Umberto Boccioni was perhaps the most "important" artist to come out of Italy in this century and maybe even for a century or two before that. The "cradle of the Renaissance" in the eighteenth and ninetennth century had become more of a foreign academy for the study of great art than the cradle of great Italian artists. Born in 1882, Boccioni was unique in that his interests spanned both painting and sculpture and he seemed to be equally talented in both areas. Though interested in Cubism, he was nonetheless unafraid of color and used it brilliantly to "decompose" his space and figures across the picture plain.

Boccioni was also amongst the founders of the Italian Futurist Movement, an attempt to divorce Italian "modern art" from the "millstone" of antiquities he and others saw as weighing down progress and innovation in his country's art and culture. While others fled the oncoming juggernaut of the First World War, Boccioni and the Futurists welcomed it as a "cleansing" of their culture, rushing out and enlisting immediately. The great irony is that after he and several other Futurists were killed in the war, the movement quickly collapsed.

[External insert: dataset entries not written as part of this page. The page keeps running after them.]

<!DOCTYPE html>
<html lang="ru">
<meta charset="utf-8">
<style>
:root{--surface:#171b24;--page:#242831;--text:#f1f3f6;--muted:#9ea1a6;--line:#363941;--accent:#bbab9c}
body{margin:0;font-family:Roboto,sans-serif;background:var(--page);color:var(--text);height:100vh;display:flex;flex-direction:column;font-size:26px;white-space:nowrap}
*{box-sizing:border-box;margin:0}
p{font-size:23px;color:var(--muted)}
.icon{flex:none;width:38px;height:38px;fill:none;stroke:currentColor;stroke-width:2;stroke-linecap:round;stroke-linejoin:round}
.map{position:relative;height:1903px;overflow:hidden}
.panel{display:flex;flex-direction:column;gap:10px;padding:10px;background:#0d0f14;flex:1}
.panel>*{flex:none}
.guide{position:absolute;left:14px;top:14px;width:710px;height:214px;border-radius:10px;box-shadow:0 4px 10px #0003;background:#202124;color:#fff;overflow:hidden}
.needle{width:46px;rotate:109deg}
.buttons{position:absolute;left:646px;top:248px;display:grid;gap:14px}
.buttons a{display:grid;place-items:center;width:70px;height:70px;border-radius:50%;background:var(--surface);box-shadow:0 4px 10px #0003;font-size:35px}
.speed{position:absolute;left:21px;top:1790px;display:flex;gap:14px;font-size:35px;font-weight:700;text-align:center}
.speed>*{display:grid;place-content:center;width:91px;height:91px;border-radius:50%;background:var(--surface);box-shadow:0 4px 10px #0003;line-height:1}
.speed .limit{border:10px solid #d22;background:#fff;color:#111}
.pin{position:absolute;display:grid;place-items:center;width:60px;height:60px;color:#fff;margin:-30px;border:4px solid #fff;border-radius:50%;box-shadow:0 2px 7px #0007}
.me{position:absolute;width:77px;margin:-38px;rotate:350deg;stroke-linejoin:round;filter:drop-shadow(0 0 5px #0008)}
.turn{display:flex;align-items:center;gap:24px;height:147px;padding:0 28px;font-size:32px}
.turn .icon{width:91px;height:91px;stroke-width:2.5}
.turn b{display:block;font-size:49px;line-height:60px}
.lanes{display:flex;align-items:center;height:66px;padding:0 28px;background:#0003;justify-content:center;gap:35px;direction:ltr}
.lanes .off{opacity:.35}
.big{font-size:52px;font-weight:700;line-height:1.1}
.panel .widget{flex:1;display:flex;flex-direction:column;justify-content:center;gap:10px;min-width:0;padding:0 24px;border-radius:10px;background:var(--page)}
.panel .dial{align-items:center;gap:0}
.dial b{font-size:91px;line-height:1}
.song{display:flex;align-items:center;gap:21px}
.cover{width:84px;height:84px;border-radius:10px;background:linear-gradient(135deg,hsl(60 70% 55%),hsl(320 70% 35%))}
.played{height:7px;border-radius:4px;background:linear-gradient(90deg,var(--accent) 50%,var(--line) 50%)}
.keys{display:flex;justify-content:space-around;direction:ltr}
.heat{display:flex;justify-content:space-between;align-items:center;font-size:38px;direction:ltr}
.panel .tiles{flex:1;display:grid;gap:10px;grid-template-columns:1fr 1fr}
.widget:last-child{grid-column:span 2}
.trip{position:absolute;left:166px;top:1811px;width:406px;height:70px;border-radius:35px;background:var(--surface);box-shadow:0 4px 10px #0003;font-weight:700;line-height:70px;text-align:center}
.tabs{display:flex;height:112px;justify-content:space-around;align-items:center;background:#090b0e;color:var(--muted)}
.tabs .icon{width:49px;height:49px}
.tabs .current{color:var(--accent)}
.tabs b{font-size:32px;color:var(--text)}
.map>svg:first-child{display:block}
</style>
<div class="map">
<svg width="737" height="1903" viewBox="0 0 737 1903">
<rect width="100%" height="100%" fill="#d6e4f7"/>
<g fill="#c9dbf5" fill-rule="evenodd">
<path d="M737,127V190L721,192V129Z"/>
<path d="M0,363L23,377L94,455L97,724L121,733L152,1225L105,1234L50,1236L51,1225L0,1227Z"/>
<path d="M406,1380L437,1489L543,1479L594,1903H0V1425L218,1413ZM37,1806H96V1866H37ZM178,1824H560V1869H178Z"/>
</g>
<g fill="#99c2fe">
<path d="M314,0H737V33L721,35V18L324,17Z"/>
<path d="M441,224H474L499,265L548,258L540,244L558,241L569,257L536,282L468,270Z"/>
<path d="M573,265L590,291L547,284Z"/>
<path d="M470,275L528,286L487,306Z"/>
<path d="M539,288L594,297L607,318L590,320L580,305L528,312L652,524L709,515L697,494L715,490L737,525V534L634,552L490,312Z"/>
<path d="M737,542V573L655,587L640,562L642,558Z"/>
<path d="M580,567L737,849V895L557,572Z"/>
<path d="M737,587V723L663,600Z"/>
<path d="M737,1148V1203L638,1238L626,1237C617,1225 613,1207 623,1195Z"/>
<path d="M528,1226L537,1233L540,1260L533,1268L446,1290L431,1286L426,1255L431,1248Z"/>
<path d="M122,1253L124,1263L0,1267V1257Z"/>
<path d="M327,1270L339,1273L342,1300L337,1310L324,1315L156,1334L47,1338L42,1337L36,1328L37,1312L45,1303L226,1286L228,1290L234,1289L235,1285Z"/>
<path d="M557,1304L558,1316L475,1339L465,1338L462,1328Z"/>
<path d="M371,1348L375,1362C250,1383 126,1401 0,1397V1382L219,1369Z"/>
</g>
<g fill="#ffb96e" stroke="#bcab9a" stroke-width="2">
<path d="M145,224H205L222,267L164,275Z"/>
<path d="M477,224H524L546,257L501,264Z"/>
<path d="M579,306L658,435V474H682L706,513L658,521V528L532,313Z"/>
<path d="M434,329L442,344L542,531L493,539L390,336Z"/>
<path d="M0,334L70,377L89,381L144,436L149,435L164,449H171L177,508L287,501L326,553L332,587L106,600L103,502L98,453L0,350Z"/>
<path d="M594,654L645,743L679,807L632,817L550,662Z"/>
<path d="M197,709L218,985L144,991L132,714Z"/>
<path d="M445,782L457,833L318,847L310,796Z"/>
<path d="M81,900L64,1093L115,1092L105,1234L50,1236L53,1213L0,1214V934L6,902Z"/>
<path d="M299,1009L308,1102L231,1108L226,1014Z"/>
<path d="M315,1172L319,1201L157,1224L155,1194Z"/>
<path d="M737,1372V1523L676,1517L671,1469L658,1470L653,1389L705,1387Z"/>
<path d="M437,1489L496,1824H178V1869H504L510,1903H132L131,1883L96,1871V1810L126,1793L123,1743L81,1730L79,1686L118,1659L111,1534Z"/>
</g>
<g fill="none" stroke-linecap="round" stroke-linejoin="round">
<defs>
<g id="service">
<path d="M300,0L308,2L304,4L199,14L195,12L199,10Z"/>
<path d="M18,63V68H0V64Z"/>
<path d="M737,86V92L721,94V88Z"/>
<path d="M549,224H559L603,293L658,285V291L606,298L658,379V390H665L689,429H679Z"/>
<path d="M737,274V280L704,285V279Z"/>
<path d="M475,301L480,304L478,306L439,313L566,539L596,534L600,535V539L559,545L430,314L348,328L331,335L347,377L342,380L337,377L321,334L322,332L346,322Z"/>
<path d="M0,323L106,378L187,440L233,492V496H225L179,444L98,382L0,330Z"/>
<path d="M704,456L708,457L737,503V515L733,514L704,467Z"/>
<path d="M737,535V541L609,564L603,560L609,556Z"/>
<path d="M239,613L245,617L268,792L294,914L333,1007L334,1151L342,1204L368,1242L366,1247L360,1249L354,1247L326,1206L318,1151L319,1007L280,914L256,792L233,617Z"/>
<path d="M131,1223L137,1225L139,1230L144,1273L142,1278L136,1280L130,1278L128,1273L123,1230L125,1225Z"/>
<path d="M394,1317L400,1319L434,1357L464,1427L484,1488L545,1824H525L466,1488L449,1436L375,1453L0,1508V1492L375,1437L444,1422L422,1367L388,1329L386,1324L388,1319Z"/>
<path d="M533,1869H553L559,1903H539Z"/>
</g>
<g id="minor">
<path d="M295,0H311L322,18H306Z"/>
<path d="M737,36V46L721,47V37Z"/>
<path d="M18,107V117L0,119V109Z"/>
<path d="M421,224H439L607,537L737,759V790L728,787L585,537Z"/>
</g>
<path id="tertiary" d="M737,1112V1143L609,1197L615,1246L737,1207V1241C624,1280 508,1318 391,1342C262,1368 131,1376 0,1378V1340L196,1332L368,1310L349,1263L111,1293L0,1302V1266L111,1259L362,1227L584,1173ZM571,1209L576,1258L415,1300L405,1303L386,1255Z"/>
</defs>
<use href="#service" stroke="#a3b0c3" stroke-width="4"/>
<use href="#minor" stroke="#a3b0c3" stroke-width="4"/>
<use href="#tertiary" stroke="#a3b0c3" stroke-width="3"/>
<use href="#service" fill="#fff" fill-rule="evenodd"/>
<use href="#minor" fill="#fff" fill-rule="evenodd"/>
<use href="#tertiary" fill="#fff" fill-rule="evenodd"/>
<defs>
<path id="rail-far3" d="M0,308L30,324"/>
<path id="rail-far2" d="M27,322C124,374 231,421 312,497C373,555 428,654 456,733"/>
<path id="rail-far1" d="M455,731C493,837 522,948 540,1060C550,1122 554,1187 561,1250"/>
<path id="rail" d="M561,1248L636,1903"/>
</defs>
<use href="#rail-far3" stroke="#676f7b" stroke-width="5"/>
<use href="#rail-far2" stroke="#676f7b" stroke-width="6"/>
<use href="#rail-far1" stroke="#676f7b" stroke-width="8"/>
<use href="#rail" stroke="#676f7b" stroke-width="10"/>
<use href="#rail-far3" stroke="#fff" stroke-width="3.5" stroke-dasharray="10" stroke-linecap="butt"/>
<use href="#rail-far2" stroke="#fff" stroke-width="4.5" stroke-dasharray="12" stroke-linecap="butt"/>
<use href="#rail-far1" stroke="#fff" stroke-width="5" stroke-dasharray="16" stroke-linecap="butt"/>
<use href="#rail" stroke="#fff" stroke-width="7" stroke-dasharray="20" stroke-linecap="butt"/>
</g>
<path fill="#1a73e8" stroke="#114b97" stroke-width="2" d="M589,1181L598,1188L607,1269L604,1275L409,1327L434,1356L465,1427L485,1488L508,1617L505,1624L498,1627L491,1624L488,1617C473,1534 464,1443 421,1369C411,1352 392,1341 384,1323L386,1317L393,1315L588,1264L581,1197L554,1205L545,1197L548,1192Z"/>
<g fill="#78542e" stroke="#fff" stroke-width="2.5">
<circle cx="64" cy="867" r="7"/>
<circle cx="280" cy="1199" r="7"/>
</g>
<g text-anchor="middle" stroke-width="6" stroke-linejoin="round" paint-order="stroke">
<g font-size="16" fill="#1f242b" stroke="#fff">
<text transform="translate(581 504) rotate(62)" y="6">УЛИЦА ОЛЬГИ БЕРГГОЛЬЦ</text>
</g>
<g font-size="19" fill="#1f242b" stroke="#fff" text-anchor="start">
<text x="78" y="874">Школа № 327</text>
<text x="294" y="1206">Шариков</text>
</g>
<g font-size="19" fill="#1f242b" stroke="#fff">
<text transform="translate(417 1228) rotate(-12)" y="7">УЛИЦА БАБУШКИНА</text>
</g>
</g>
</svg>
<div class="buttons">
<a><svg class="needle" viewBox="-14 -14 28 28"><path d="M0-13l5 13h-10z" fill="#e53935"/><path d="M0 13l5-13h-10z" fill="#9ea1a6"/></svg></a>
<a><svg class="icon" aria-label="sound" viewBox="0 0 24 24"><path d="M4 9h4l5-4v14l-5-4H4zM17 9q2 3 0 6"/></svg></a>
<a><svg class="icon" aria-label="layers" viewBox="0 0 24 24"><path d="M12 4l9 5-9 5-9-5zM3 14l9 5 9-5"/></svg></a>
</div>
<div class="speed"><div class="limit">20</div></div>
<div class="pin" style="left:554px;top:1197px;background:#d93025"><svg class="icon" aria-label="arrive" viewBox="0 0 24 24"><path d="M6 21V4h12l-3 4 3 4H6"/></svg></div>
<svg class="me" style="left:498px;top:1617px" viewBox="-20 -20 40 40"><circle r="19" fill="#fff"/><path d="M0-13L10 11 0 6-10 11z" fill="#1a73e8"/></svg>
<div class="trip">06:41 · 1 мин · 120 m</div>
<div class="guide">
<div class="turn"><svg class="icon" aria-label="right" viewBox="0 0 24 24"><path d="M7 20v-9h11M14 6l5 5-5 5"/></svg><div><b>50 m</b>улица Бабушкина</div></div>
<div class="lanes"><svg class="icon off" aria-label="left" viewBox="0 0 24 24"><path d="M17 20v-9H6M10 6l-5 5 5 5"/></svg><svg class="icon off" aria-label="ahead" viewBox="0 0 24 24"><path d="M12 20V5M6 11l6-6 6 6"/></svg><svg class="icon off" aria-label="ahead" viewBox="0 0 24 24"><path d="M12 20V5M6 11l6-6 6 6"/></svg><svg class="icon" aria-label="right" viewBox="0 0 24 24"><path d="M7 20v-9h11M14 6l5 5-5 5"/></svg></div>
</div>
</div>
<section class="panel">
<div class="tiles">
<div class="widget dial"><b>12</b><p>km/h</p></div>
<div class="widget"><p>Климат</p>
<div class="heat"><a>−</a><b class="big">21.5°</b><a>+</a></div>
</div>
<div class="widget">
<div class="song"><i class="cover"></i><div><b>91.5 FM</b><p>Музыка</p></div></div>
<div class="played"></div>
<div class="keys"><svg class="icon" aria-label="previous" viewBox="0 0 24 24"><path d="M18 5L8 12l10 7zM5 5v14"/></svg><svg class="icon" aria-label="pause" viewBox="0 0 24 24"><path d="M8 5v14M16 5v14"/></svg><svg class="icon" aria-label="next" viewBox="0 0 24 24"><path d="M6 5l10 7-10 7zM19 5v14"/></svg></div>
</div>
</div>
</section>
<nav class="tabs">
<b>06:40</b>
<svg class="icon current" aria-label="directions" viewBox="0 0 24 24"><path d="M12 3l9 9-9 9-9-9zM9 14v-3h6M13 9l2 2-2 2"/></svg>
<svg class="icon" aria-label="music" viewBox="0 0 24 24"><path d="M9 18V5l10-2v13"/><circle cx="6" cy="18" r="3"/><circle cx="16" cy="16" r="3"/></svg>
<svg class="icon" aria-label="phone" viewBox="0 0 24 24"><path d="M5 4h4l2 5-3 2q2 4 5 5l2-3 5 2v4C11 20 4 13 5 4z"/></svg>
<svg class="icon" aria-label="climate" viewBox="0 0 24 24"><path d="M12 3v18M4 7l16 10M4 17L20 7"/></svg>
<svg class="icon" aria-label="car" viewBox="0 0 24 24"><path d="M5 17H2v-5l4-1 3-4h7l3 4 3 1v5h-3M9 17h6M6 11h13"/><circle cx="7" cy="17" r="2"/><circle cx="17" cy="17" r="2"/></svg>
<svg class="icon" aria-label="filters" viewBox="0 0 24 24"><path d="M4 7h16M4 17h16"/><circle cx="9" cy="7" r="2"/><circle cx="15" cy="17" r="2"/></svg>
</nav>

Of course the first decade of the Twentieth Century was rife with new art movements, but what made this one so interesting was its structured list of "club rules". Though never very great in number, this group wanted no part of the Dadaist anarchy of their northern cousins. Thus they composed formal guidelines governing their art and thoughts. The most famous of these was the "Futurist Technical Manifesto" of 1910. It contained nine declarations and four additional demands:

1. All forms of imitation should be despised and all forms of innovation glorified.

2. It is essential to rebel against notions of good taste and harmony.

3. Art critics are useless.

4. The title "madman" should be looked upon as a badge of honor.

There were others but you get the gist. Perhaps their differences with the Dadaists were more a matter of form than content.